INSTRUCTIONS FOR THE TASK
Report, as a number alone, how many lines below contain the string "column".

PROVIDED RECORDS
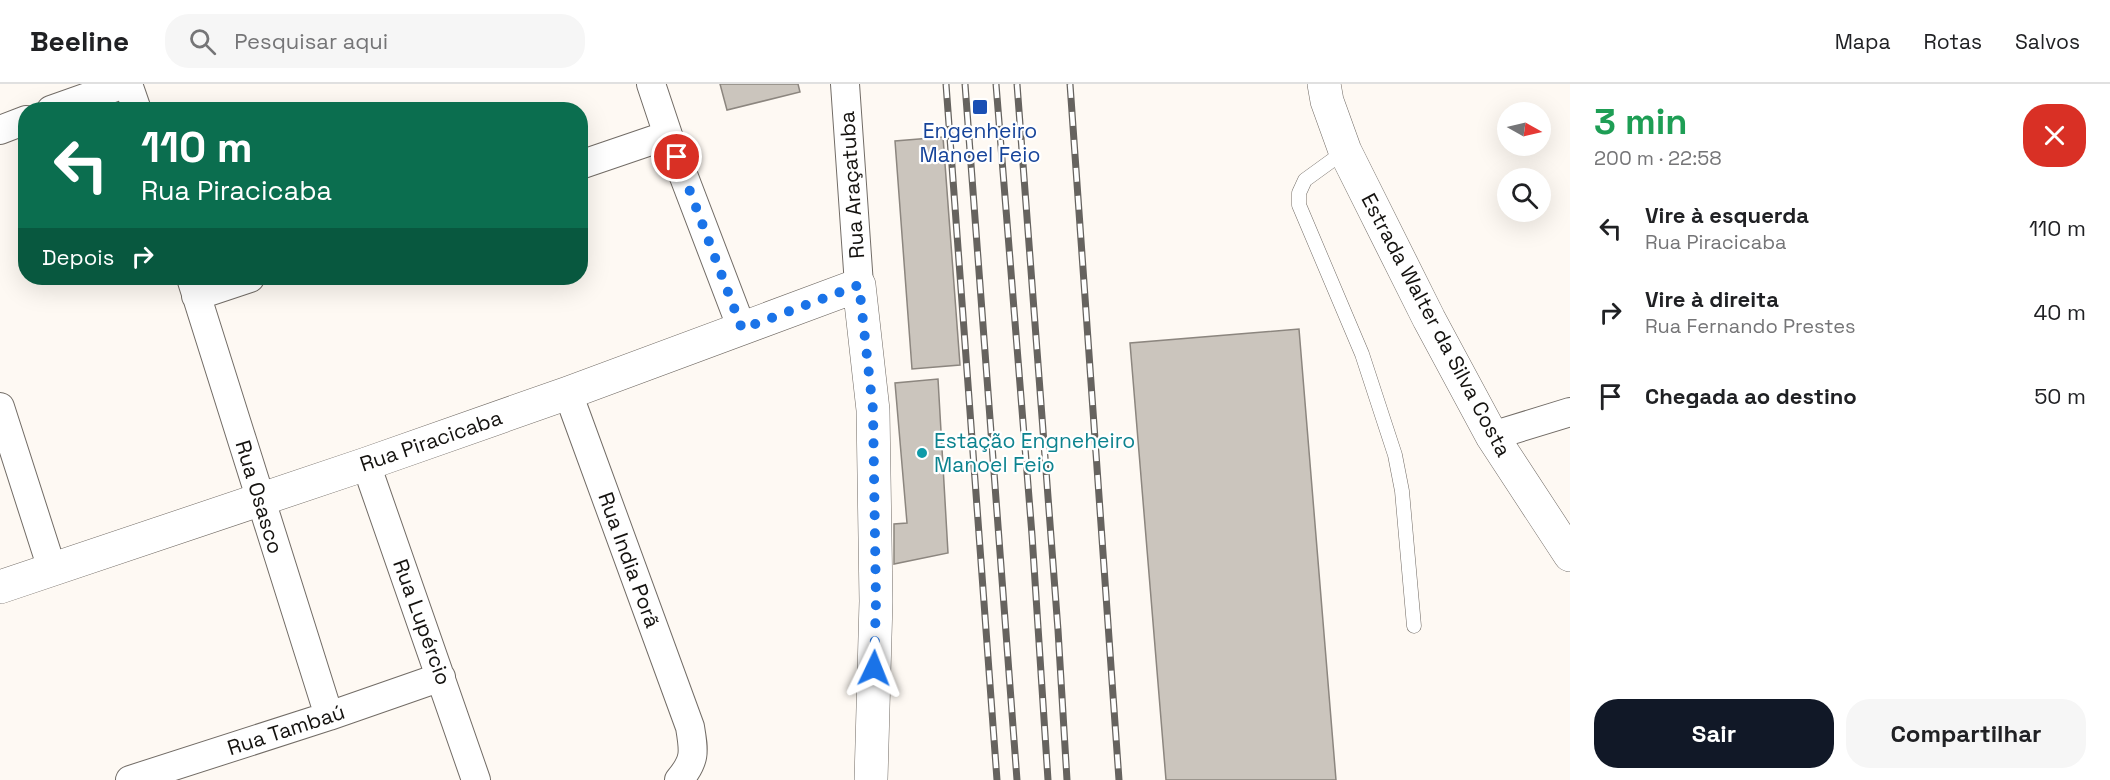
<!DOCTYPE html>
<html lang="pt">
<meta charset="utf-8">
<style>
body{margin:0;font-family:"Space Grotesk",sans-serif;background:#f6f6f6;color:#202124;height:100vh;display:flex;flex-direction:column;font-size:22px;white-space:nowrap}
*{box-sizing:border-box;margin:0}
p{font-size:20px;color:#757577}
.icon{flex:none;width:33px;height:33px;fill:none;stroke:currentColor;stroke-width:2;stroke-linecap:round;stroke-linejoin:round}
.map{position:relative;flex:1;overflow:hidden}
.sheet{display:flex;flex-direction:column;background:#fff;width:540px}
.sheet>*{flex:none}
.guide{position:absolute;left:18px;top:18px;width:570px;height:183px;border-radius:24px;box-shadow:0 6px 24px #0002;background:#0b6e4f;color:#fff;overflow:hidden}
.needle{width:39px;rotate:98deg}
.buttons{position:absolute;left:1497px;top:18px;display:grid;gap:12px}
.buttons a{display:grid;place-items:center;width:54px;height:54px;border-radius:50%;background:#fff;box-shadow:0 6px 24px #0002;font-size:30px}
.pin{position:absolute;display:grid;place-items:center;width:51px;height:51px;color:#fff;margin:-26px;border:3px solid #fff;border-radius:50%;box-shadow:0 2px 6px #0007}
.me{position:absolute;width:66px;margin:-33px;rotate:2deg;stroke-linejoin:round;filter:drop-shadow(0 0 4px #0008)}
.turn{display:flex;align-items:center;gap:21px;height:126px;padding:0 24px;font-size:27px}
.turn .icon{width:78px;height:78px;stroke-width:2.5}
.turn b{display:block;font-size:42px;line-height:51px}
.then{display:flex;align-items:center;height:57px;padding:0 24px;background:#0003;gap:12px;font-size:22px}
.round{display:grid;place-items:center;flex:none;width:63px;height:63px;border-radius:24px;background:#f6f6f6}
.head{display:flex;align-items:center;justify-content:space-between;height:102px;padding:0 24px}
h1{font-size:36px;font-weight:700;line-height:45px;color:#1e9e55}
.primary-button{display:flex;gap:12px;margin-top:auto;padding:12px 24px}
.primary-button a{flex:1;height:69px;border-radius:24px;background:#111827;color:#fff;font-size:24px;font-weight:700;line-height:69px;text-align:center}
.primary-button a+a{background:#f6f6f6;color:#202124}
ul{padding:0;list-style:none}
li{display:flex;align-items:center;gap:18px;height:84px;padding:0 24px}
li div{flex:1}
li b{display:block;font-size:22px}
li em{font-style:normal}
header{display:flex;align-items:center;gap:36px;box-sizing:border-box;height:84px;padding:0 30px;background:#fff;border-bottom:2px solid #e0e0e0}
header strong{font-size:28px}
nav{display:flex;gap:33px;margin-inline-start:auto;font-size:21px}
.search{width:420px;height:54px;background:#f6f6f6;display:flex;align-items:center;gap:15px;box-sizing:border-box;padding:0 21px;border-radius:24px;color:#757577;font-size:22px}
main{display:flex;flex:1;min-height:0}
.map>svg:first-child{display:block}
</style>
<header>
<strong>Beeline</strong>
<div class="search"><svg class="icon" aria-label="search" viewBox="0 0 24 24"><circle cx="10" cy="10" r="6"/><path d="M15 15l6 6"/></svg>Pesquisar aqui</div>
<nav><a>Mapa</a><a>Rotas</a><a>Salvos</a></nav>
</header>
<main>
<div class="map">
<svg width="1570" height="696" viewBox="0 0 1570 696">
<rect width="100%" height="100%" fill="#fef9f3"/>
<path fill="#cbc5bd" stroke="#8c867f" stroke-width="1.5" d="M720,0H798L800,8L727,26Z
M943,53L960,281L912,285L895,57Z
M1299,245L1336,696H1166L1130,259Z
M938,295L948,469L894,480V440L907,439L895,299Z"/>
<g fill="none" stroke-linecap="round" stroke-linejoin="round">
<g stroke="#726c66" stroke-width="15">
<path id="service" d="M1345,67L1305,96L1299,109V121L1362,270L1395,371L1402,407L1414,542"/>
</g>
<g stroke="#726c66" stroke-width="30">
<path id="minor" d="M128,0L137,26
M651,0L668,51L742,245
M845,0L859,201
M51,26L124,0
M0,46L26,36
M580,81L668,51
M191,194L329,632
M196,212L250,194
M568,309L690,643C694,667 696,676 679,696
M0,323L52,485
M1492,352L1570,328
M366,380L476,696
M130,696L329,632L441,593"/>
</g>
<g stroke="#726c66" stroke-width="34">
<path id="tertiary" d="M1324,0L1327,17L1345,67L1429,235L1492,352L1570,471
M0,503L366,380L568,309L859,201L873,326L876,517L871,696"/>
</g>
<use href="#service" stroke="#fff" stroke-width="14"/>
<use href="#minor" stroke="#fff" stroke-width="28"/>
<use href="#tertiary" stroke="#fff" stroke-width="33"/>
<g stroke="#66635f" stroke-width="7">
<path id="rail" d="M946,0L997,696
M965,0L1017,696
M996,0L1032,451L1048,696
M1017,0L1058,546L1067,696
M1070,0L1119,696"/>
</g>
<use href="#rail" stroke="#fff" stroke-width="4.5" stroke-dasharray="14" stroke-linecap="butt"/>
</g>
<g fill="none" stroke-linecap="round" stroke-linejoin="round">
<path stroke="#1a73e8" stroke-width="10" stroke-dasharray="0 18" d="M677,73L742,245L859,201L873,326L876,517L874,584"/>
</g>
<rect fill="#1a4fb4" stroke="#fff" stroke-width="2" x="972" y="15" width="16" height="16" rx="3"/>
<circle fill="#0f9aa8" stroke="#fff" stroke-width="2" cx="922" cy="369" r="6"/>
<g text-anchor="middle" stroke-width="4.5" stroke-linejoin="round" paint-order="stroke">
<g font-size="21" fill="#164399" stroke="#fff">
<text x="980" y="54">Engenheiro<tspan x="980" dy="24">Manoel Feio</tspan></text>
</g>
<g font-size="21" fill="#14120f" stroke="#fff">
<text transform="translate(852 101) rotate(-94)" y="7">Rua Araçatuba</text>
<text transform="translate(1436 241) rotate(62)" y="7">Estrada Walter da Silva Costa</text>
<text transform="translate(431 357) rotate(-19)" y="7">Rua Piracicaba</text>
<text transform="translate(259 413) rotate(73)" y="7">Rua Osasco</text>
<text transform="translate(629 476) rotate(70)" y="7">Rua India Porã</text>
<text transform="translate(422 538) rotate(70)" y="7">Rua Lupércio</text>
<text transform="translate(286 646) rotate(-18)" y="7">Rua Tambaú</text>
</g>
<g font-size="21" fill="#0d838f" stroke="#fff" text-anchor="start">
<text x="934" y="364">Estação Engneheiro<tspan x="934" dy="24">Manoel Feio</tspan></text>
</g>
</g>
</svg>
<div class="buttons">
<a><svg class="needle" viewBox="-14 -14 28 28"><path d="M0-13l5 13h-10z" fill="#e53935"/><path d="M0 13l5-13h-10z" fill="#757577"/></svg></a>
<a><svg class="icon" aria-label="search" viewBox="0 0 24 24"><circle cx="10" cy="10" r="6"/><path d="M15 15l6 6"/></svg></a>
</div>
<div class="pin" style="left:677px;top:73px;background:#d93025"><svg class="icon" aria-label="arrive" viewBox="0 0 24 24"><path d="M6 21V4h12l-3 4 3 4H6"/></svg></div>
<svg class="me" style="left:874px;top:584px" viewBox="-20 -20 40 40"><path d="M0-17L14 15 0 8-14 15z" fill="#1a73e8" stroke="#fff" stroke-width="4"/></svg>
<div class="guide">
<div class="turn"><svg class="icon" aria-label="left" viewBox="0 0 24 24"><path d="M17 20v-9H6M10 6l-5 5 5 5"/></svg><div><b>110 m</b>Rua Piracicaba</div></div>
<div class="then">Depois<svg class="icon" aria-label="right" viewBox="0 0 24 24"><path d="M7 20v-9h11M14 6l5 5-5 5"/></svg></div>
</div>
</div>
<section class="sheet">
<div class="head"><div><h1>3 min</h1><p>200 m · 22:58</p></div><a class="round" style="background:#d93025;color:#fff"><svg class="icon" aria-label="close" viewBox="0 0 24 24"><path d="M6 6l12 12M18 6L6 18"/></svg></a></div>
<ul>
<li><svg class="icon" aria-label="left" viewBox="0 0 24 24"><path d="M17 20v-9H6M10 6l-5 5 5 5"/></svg><div><b>Vire à esquerda</b><p>Rua Piracicaba</p></div><em>110 m</em></li>
<li><svg class="icon" aria-label="right" viewBox="0 0 24 24"><path d="M7 20v-9h11M14 6l5 5-5 5"/></svg><div><b>Vire à direita</b><p>Rua Fernando Prestes</p></div><em>40 m</em></li>
<li><svg class="icon" aria-label="arrive" viewBox="0 0 24 24"><path d="M6 21V4h12l-3 4 3 4H6"/></svg><div><b>Chegada ao destino</b></div><em>50 m</em></li>
</ul>
<div class="primary-button"><a>Sair</a><a>Compartilhar</a></div>
</section>
</main>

EXERCISE OUTPUT
2